May 01, 2012 (7:24 am)

"Thanks to the starling rise in obesity, every year Americans consumer at least a billion gallons more gas today than they would if people were as trim as they were in 1960," says The Atlantic. "For every additional pound of passenger weight, the United States uses up another 39 million gallons of fuel each year."
 
Obesity is the Newest Fuel Economy Demon (Straightline)

#558 of 560 corn in the CAFE by steve_ HOST

Aug 18, 2012 (3:55 pm)

LaHood: 2025 fuel rules will be unveiled 'soon'
 
And a bit related:
 
Court tosses E15 challenge
 
(both links from the Detroit News)

#559 of 560 gaming the system? by steve_ HOST

Dec 07, 2012 (8:06 pm)

The feds' five-cycle, 43.9-mile testing methodology is arcane—almost 200 pages in the Federal Register, including the CAFE calculations—but that shouldn't surprise anyone, since the process attempts to capture a complex phenomenon, a vehicle's fuel economy, in just two numbers printed on new cars' so-called Monroney label. Even the EPA's "average" mpg number is weighted in a way not beyond dispute.
 
It would be hard to overstate the consequence of these numbers. The numbers determine which vehicle can claim best-in-class mileage, who has to pay a gas-guzzler tax, and which technologies merit their relative cost in fuel savings. CAFE was designed to inflect a manufacturer's entire portfolio, to bend it toward higher fuel efficiency, and it does just that.
 
[T]the feds' fuel-economy administrators are currently operating at a dead run trying to keep up with a host of new, highly digitized fuel-saving technologies, such as "Eco" throttle mapping and stop-start (the engine cuts out as the vehicle coasts or stops), which were practically invented to hack the EPA testing cycle."
 
Ford's Fine C-Max Falls Way Short on MPG Wall St.

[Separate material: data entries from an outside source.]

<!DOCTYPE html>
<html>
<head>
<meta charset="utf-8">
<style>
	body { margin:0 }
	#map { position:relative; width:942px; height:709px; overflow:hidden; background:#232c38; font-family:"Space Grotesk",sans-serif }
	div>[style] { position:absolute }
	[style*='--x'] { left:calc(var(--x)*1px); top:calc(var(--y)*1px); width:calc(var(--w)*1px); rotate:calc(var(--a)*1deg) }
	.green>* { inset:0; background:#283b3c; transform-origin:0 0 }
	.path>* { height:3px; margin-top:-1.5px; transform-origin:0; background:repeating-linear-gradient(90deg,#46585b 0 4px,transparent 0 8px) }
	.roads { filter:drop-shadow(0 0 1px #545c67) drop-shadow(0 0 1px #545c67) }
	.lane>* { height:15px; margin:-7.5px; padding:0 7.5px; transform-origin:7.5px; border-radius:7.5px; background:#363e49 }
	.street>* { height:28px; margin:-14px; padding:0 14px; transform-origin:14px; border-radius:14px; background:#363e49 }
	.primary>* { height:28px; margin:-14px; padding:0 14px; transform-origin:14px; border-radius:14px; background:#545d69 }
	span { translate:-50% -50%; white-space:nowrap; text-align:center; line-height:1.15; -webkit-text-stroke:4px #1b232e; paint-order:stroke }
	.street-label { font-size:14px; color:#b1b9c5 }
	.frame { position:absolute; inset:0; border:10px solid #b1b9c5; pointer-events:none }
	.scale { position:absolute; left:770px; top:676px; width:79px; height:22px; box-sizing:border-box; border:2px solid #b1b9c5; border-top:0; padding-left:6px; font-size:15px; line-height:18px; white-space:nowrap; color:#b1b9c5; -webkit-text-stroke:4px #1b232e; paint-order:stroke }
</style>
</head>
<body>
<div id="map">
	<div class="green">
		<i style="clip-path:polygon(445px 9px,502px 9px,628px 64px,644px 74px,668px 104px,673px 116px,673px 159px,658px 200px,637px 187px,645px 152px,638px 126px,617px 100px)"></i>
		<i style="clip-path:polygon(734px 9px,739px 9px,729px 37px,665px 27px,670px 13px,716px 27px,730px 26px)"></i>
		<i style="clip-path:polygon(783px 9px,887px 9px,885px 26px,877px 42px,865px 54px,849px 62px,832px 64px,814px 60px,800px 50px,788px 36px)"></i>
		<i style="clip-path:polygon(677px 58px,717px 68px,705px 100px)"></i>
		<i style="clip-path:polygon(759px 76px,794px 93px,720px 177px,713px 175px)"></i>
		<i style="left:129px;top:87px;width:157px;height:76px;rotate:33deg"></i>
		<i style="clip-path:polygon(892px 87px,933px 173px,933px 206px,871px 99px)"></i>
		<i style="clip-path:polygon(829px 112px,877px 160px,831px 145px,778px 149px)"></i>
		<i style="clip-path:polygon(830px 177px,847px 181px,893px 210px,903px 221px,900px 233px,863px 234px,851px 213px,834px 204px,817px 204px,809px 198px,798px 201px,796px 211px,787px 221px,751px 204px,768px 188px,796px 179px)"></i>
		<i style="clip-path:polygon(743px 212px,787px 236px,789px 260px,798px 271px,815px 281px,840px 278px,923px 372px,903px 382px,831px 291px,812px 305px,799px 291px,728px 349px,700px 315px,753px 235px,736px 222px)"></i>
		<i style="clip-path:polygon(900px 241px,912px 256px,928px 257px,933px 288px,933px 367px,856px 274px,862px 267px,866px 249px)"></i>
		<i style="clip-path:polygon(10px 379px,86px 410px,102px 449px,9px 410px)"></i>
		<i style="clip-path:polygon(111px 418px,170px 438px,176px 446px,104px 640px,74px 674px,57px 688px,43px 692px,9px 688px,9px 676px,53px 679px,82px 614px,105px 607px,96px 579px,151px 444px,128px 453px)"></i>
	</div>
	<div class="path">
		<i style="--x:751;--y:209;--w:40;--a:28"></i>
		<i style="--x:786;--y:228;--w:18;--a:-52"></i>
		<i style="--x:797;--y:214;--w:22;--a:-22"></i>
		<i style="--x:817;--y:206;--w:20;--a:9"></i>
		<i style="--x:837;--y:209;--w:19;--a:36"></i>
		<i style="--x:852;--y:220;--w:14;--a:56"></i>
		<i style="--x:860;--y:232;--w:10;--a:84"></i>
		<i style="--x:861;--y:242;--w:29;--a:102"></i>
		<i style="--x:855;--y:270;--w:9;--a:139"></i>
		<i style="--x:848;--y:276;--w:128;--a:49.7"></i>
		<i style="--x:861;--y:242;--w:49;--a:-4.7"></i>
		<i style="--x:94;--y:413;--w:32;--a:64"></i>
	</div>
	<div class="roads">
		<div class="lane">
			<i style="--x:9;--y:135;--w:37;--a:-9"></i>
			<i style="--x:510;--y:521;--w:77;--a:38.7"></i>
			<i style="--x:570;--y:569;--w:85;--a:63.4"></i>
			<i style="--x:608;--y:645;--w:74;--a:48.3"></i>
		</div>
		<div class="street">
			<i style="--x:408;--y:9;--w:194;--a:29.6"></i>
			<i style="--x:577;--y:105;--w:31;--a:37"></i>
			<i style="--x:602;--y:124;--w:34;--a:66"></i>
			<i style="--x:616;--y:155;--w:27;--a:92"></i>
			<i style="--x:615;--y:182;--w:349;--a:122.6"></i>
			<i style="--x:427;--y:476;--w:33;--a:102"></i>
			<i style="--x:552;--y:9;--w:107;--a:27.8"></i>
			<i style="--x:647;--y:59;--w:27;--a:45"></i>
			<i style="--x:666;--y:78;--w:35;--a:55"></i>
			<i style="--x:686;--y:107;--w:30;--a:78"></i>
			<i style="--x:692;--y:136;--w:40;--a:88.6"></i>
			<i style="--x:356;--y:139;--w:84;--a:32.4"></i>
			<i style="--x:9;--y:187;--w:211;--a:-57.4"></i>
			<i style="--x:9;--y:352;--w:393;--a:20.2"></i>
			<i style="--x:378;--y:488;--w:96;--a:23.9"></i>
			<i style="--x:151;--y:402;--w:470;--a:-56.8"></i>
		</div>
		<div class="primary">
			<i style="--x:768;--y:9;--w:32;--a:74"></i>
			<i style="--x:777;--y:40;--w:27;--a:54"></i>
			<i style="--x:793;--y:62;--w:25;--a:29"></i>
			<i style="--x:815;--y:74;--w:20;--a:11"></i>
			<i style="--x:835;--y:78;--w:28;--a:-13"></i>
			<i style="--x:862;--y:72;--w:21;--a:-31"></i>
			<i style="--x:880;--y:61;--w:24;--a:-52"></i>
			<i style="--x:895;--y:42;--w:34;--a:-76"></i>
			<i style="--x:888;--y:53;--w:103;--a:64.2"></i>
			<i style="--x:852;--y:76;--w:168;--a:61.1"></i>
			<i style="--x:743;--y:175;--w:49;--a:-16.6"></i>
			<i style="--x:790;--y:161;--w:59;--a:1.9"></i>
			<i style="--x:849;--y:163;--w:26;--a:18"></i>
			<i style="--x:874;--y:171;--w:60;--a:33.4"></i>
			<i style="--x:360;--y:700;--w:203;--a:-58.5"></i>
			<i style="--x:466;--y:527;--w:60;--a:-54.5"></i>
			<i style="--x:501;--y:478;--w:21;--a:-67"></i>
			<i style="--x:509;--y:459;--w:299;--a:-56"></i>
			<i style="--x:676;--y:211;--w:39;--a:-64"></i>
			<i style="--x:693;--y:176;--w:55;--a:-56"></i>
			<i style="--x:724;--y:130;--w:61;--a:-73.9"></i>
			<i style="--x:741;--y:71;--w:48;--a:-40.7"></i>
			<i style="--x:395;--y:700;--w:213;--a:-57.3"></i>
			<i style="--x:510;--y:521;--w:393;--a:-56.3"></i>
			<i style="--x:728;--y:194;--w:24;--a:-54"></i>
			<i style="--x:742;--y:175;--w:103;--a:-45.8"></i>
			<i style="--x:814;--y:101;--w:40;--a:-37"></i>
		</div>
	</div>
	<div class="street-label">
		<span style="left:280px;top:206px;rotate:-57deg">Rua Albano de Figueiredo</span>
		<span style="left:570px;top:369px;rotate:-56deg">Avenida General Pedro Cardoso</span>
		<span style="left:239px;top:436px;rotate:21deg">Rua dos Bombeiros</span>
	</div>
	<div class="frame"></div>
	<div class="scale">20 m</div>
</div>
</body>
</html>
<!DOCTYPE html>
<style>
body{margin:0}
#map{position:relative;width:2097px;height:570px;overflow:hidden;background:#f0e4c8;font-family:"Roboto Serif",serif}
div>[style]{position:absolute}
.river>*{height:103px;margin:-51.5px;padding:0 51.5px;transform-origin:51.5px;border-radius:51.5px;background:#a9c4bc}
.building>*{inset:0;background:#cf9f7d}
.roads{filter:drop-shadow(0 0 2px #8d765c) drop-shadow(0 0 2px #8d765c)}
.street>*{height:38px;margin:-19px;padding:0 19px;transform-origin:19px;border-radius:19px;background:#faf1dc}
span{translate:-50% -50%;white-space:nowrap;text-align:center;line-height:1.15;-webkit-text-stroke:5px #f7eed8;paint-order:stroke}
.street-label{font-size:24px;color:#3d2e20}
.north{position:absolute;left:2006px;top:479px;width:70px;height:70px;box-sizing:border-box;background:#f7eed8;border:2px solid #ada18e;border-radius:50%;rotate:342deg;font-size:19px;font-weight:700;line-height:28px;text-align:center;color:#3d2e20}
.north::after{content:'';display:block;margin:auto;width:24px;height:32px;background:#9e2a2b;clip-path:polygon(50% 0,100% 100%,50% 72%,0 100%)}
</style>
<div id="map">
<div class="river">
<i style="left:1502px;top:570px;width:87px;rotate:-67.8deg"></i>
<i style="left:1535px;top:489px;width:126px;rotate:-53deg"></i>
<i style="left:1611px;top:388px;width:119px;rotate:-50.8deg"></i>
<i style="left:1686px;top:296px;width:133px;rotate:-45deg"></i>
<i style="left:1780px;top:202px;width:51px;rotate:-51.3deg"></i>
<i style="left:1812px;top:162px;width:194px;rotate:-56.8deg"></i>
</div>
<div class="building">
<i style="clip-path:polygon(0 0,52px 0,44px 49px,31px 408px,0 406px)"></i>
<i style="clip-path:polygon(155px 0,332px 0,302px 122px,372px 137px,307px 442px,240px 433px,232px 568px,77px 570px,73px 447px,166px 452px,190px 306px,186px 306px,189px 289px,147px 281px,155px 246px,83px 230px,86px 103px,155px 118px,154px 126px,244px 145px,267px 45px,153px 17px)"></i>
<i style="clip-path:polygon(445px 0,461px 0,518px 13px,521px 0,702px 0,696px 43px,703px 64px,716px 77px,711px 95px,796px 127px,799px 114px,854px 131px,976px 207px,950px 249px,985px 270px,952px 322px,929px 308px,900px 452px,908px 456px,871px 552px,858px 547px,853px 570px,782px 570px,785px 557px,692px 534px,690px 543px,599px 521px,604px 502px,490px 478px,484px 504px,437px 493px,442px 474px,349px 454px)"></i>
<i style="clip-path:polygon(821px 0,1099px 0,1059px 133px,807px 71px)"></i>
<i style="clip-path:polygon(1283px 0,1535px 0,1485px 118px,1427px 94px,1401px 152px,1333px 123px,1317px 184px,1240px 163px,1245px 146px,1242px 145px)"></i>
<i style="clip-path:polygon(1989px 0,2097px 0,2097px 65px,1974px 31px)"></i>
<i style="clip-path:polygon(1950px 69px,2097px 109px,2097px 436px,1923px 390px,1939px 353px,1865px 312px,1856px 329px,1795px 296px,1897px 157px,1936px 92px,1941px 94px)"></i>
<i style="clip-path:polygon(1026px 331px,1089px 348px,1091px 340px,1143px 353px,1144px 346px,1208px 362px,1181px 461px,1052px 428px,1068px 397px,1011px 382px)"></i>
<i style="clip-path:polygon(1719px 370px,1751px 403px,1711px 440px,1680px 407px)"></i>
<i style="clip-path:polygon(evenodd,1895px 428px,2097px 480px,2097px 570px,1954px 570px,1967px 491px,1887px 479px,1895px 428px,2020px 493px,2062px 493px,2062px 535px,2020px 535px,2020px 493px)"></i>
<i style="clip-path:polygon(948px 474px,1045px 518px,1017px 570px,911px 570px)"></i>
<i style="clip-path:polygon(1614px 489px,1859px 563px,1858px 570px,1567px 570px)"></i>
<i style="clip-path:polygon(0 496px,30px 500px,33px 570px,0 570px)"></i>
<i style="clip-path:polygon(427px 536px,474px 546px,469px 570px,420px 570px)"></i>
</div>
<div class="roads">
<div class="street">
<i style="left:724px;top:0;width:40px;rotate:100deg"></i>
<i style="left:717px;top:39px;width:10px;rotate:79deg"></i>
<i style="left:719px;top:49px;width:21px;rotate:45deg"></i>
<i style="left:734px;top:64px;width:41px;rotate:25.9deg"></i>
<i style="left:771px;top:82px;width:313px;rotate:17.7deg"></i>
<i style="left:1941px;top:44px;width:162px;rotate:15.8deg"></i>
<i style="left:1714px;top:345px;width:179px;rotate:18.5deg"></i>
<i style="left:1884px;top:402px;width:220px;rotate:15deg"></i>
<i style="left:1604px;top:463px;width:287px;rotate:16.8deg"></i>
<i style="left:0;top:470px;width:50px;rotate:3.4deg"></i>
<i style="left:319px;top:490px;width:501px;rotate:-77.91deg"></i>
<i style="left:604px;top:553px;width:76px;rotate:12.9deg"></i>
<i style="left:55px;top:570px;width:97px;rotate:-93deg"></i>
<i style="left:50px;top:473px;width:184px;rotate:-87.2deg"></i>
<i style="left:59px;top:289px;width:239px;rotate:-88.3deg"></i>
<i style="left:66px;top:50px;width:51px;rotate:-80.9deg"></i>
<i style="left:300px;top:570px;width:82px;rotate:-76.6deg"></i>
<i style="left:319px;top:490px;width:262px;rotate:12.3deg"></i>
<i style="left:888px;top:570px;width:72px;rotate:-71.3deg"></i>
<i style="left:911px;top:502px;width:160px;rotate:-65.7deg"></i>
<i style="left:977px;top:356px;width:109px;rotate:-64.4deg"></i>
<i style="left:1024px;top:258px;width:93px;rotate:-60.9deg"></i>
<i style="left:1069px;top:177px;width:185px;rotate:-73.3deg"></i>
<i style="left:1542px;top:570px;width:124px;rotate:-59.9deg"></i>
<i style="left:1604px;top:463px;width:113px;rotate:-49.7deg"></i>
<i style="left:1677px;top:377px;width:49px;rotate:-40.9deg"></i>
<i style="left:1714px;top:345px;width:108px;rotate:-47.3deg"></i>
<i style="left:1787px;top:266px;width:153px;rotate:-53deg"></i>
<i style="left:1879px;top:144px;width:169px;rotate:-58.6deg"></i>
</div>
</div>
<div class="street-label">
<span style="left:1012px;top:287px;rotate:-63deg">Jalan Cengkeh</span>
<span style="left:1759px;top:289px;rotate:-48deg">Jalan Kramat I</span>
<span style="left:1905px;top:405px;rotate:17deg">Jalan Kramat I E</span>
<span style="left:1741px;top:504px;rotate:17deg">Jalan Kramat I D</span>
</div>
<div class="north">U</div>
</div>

Journal

#560 of 560 Re: gaming the system? [steve_] by kcram HOST

Dec 08, 2012 (3:14 pm)

Replying to: steve_ (Dec 07, 2012 8:06 pm)
While it's far from the best or mist accurate testing method, the one thing CAFE has going for it is the unilateral consistency. For the most part, you're comparing apples when you compare EPA numbers across manufacturers. Yes, Hyundai/Kia just got caught cheating, and there's no legit way to test the "fuel economy" of an electric vehicle, but for 99% of the buyers out there, it's a tool they can actually use.